### YOUR INSTRUCTIONS
One exact copy of the listing, minus the images, is the required answer.

### DATA IN THIS EXERCISE

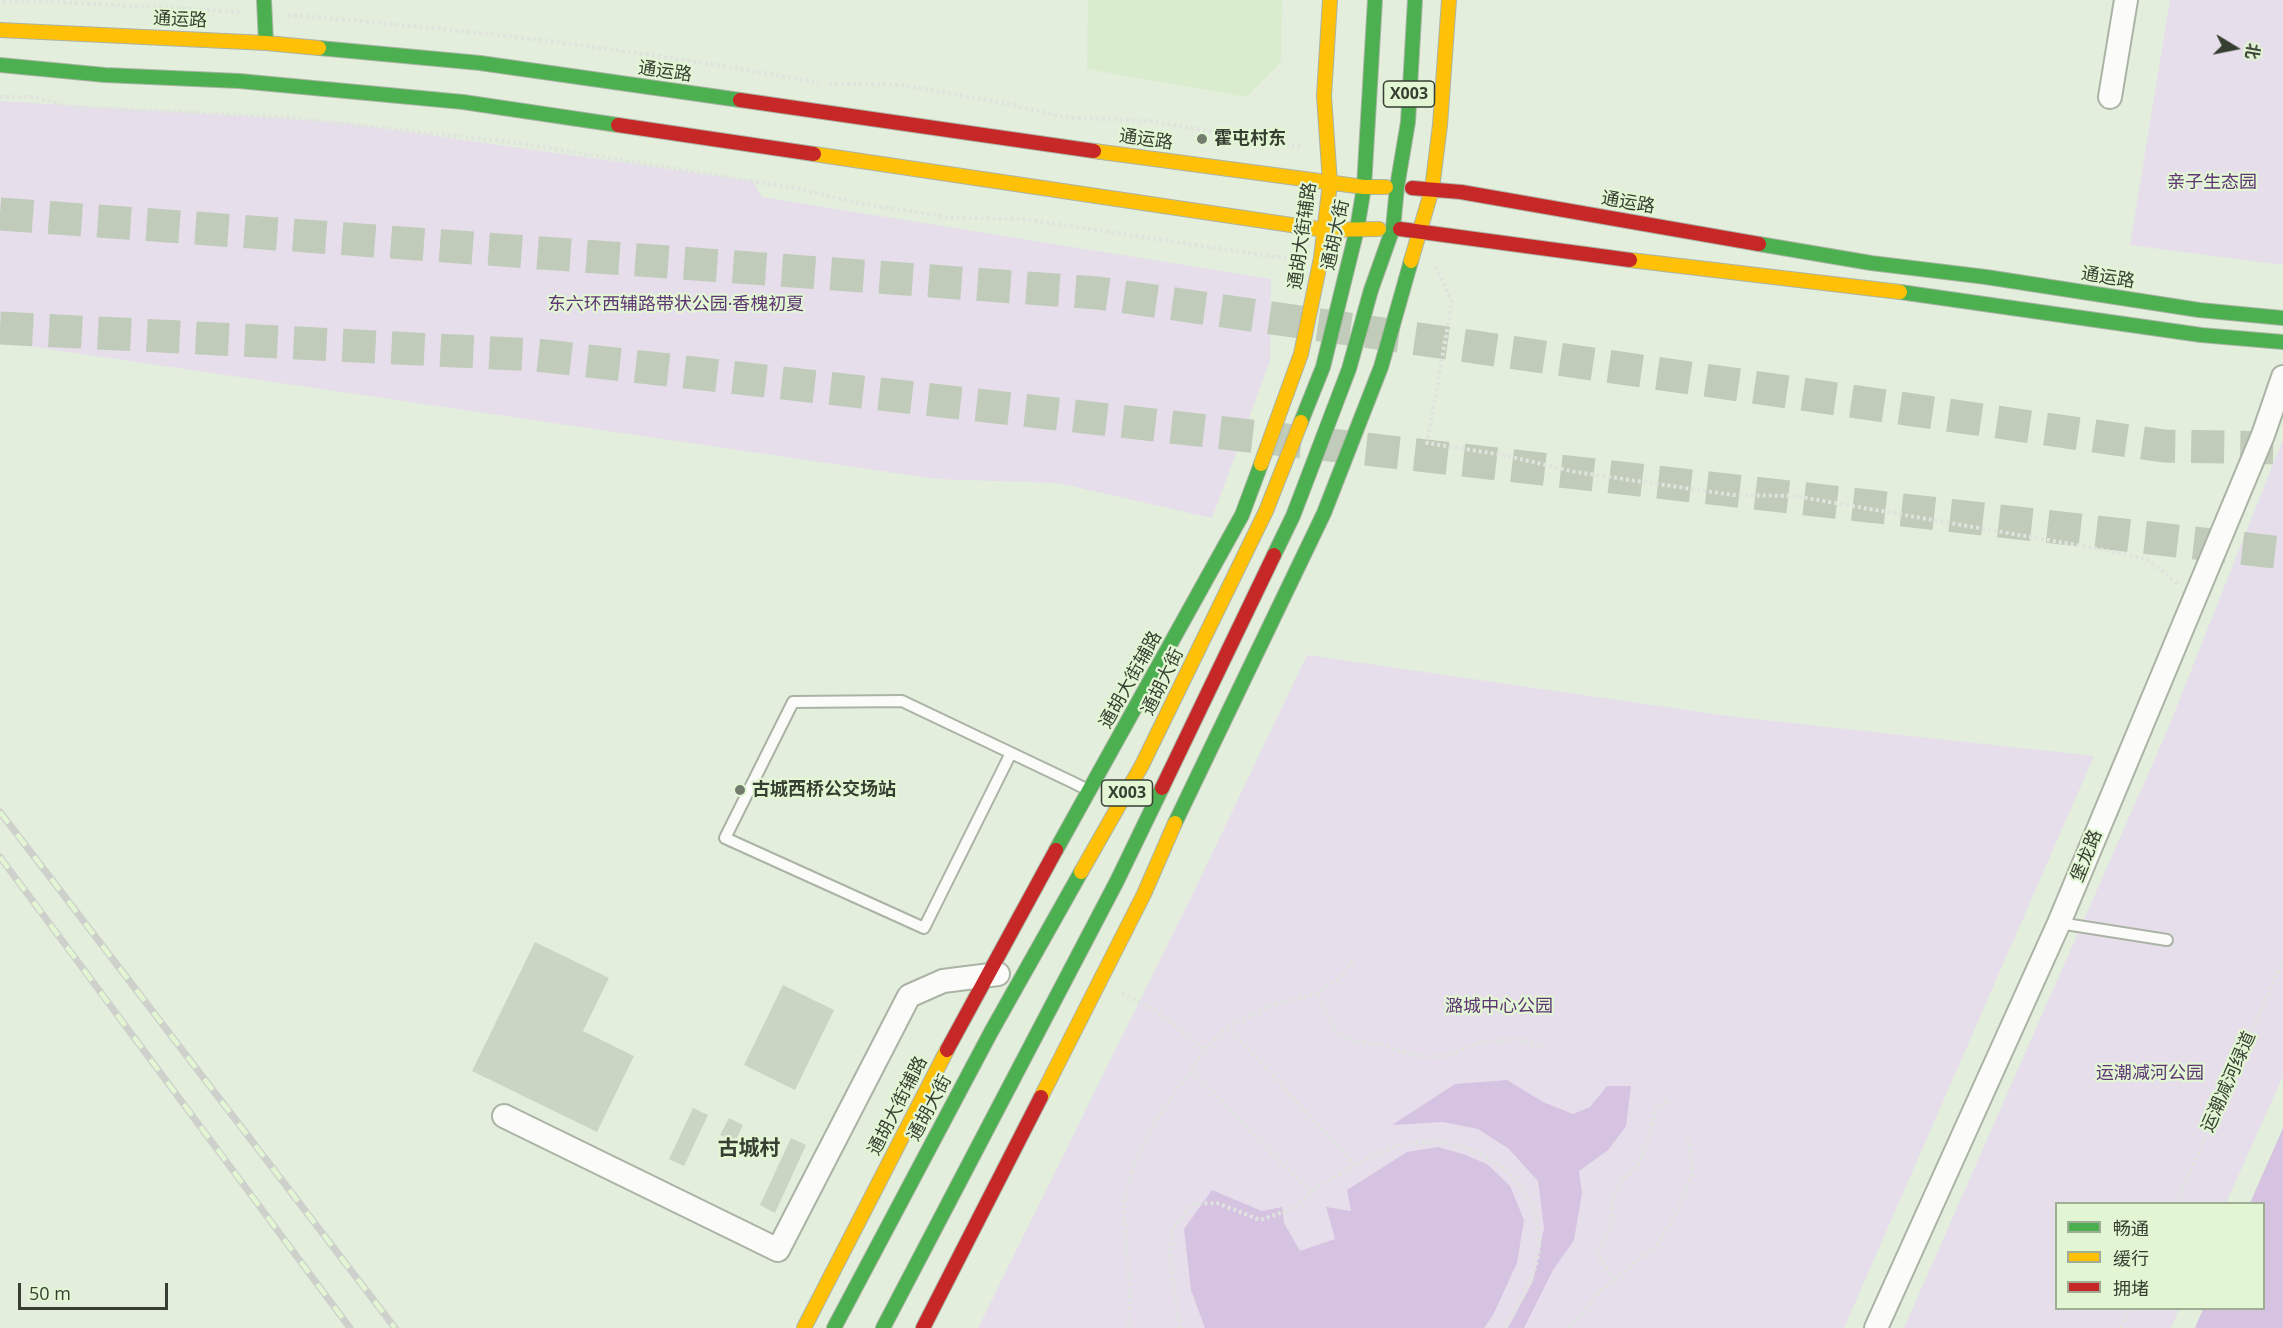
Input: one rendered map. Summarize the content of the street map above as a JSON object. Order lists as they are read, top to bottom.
{
  "streets": {
    "main road": [
      "通运路",
      "X003",
      "通胡大街",
      "通胡大街辅路"
    ],
    "street": ["堡龙路"],
    "path": ["运潮减河绿道"]
  },
  "crossings": [
    ["通运路", "通胡大街"],
    ["通运路", "通胡大街辅路"],
    ["通胡大街", "通胡大街辅路"]
  ],
  "districts": ["古城村"],
  "parks": [
    "亲子生态园",
    "东六环西辅路带状公园·香槐初夏",
    "潞城中心公园",
    "运潮减河公园"
  ],
  "places": ["霍屯村东", "古城西桥公交场站"],
  "legend": ["畅通", "缓行", "拥堵"],
  "scale_bar": "50 m",
  "north": "right"
}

### RESULT BELOW
Input: one rendered map. Summarize the content of the street map above as a JSON object. Order lists as they are read, top to bottom.
{
  "streets": {
    "main road": [
      "通运路",
      "X003",
      "通胡大街",
      "通胡大街辅路"
    ],
    "street": ["堡龙路"],
    "path": ["运潮减河绿道"]
  },
  "crossings": [
    ["通运路", "通胡大街"],
    ["通运路", "通胡大街辅路"],
    ["通胡大街", "通胡大街辅路"]
  ],
  "districts": ["古城村"],
  "parks": [
    "亲子生态园",
    "东六环西辅路带状公园·香槐初夏",
    "潞城中心公园",
    "运潮减河公园"
  ],
  "places": ["霍屯村东", "古城西桥公交场站"],
  "legend": ["畅通", "缓行", "拥堵"],
  "scale_bar": "50 m",
  "north": "right"
}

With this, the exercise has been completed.